▸ Work instruction:
Please reproduce all entries word for word, leaving every image behind.

=== Section Start ===

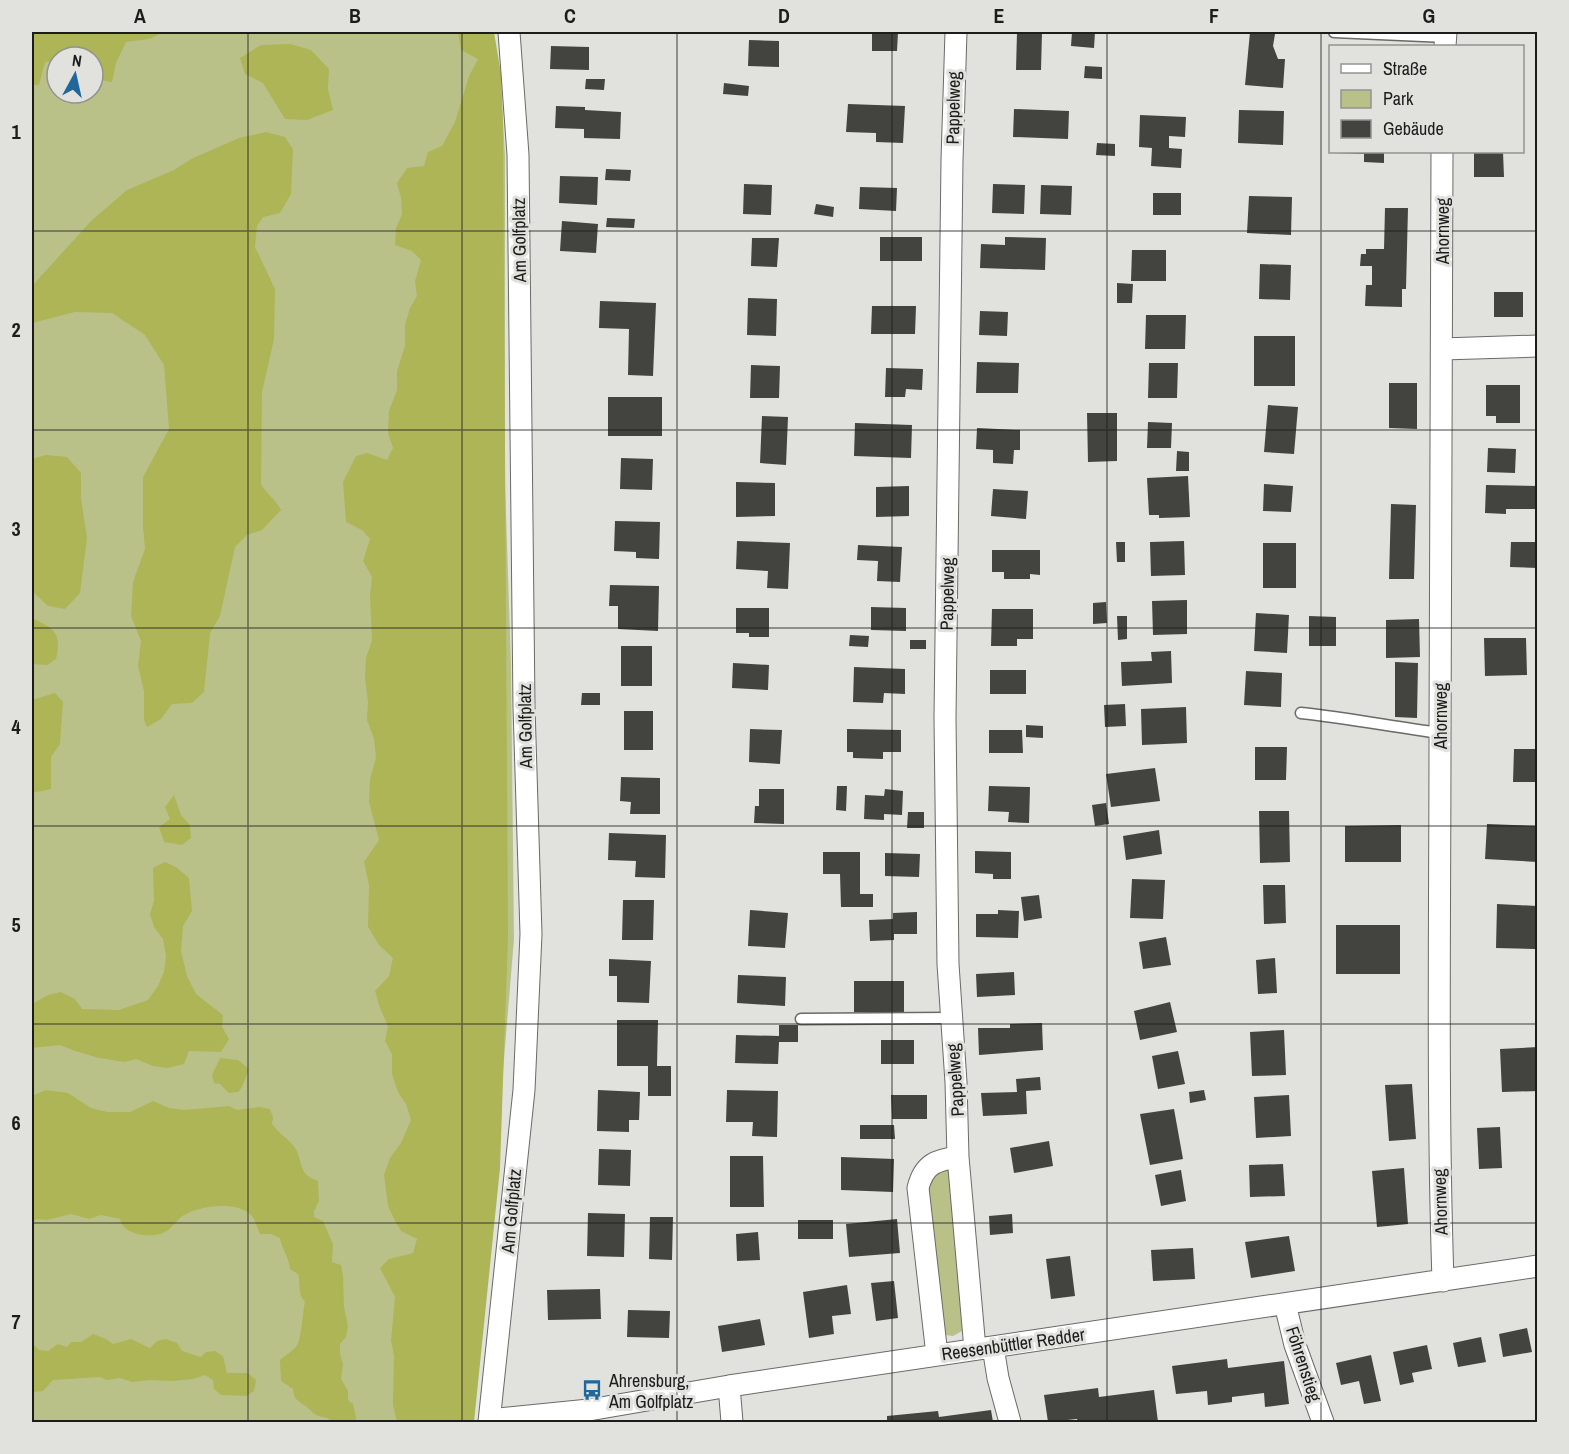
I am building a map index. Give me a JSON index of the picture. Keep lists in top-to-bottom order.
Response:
{
  "streets": {
    "street": [
      "Pappelweg",
      "Ahornweg",
      "Am Golfplatz",
      "Reesenbüttler Redder",
      "Föhrenstieg"
    ]
  },
  "crossings": [
    ["Pappelweg", "Reesenbüttler Redder"],
    ["Ahornweg", "Reesenbüttler Redder"],
    ["Am Golfplatz", "Reesenbüttler Redder"],
    ["Reesenbüttler Redder", "Föhrenstieg"]
  ],
  "places": {
    "bus stop": ["Ahrensburg, Am Golfplatz"]
  },
  "legend": ["Straße", "Park", "Gebäude"],
  "north": "top",
  "grid": {
    "columns": [
      "A",
      "B",
      "C",
      "D",
      "E",
      "F",
      "G"
    ],
    "rows": [
      "1",
      "2",
      "3",
      "4",
      "5",
      "6",
      "7"
    ]
  }
}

=== Section End ===

▸ Response to this task:
I am building a map index. Give me a JSON index of the picture. Keep lists in top-to-bottom order.
Response:
{
  "streets": {
    "street": [
      "Pappelweg",
      "Ahornweg",
      "Am Golfplatz",
      "Reesenbüttler Redder",
      "Föhrenstieg"
    ]
  },
  "crossings": [
    ["Pappelweg", "Reesenbüttler Redder"],
    ["Ahornweg", "Reesenbüttler Redder"],
    ["Am Golfplatz", "Reesenbüttler Redder"],
    ["Reesenbüttler Redder", "Föhrenstieg"]
  ],
  "places": {
    "bus stop": ["Ahrensburg, Am Golfplatz"]
  },
  "legend": ["Straße", "Park", "Gebäude"],
  "north": "top",
  "grid": {
    "columns": [
      "A",
      "B",
      "C",
      "D",
      "E",
      "F",
      "G"
    ],
    "rows": [
      "1",
      "2",
      "3",
      "4",
      "5",
      "6",
      "7"
    ]
  }
}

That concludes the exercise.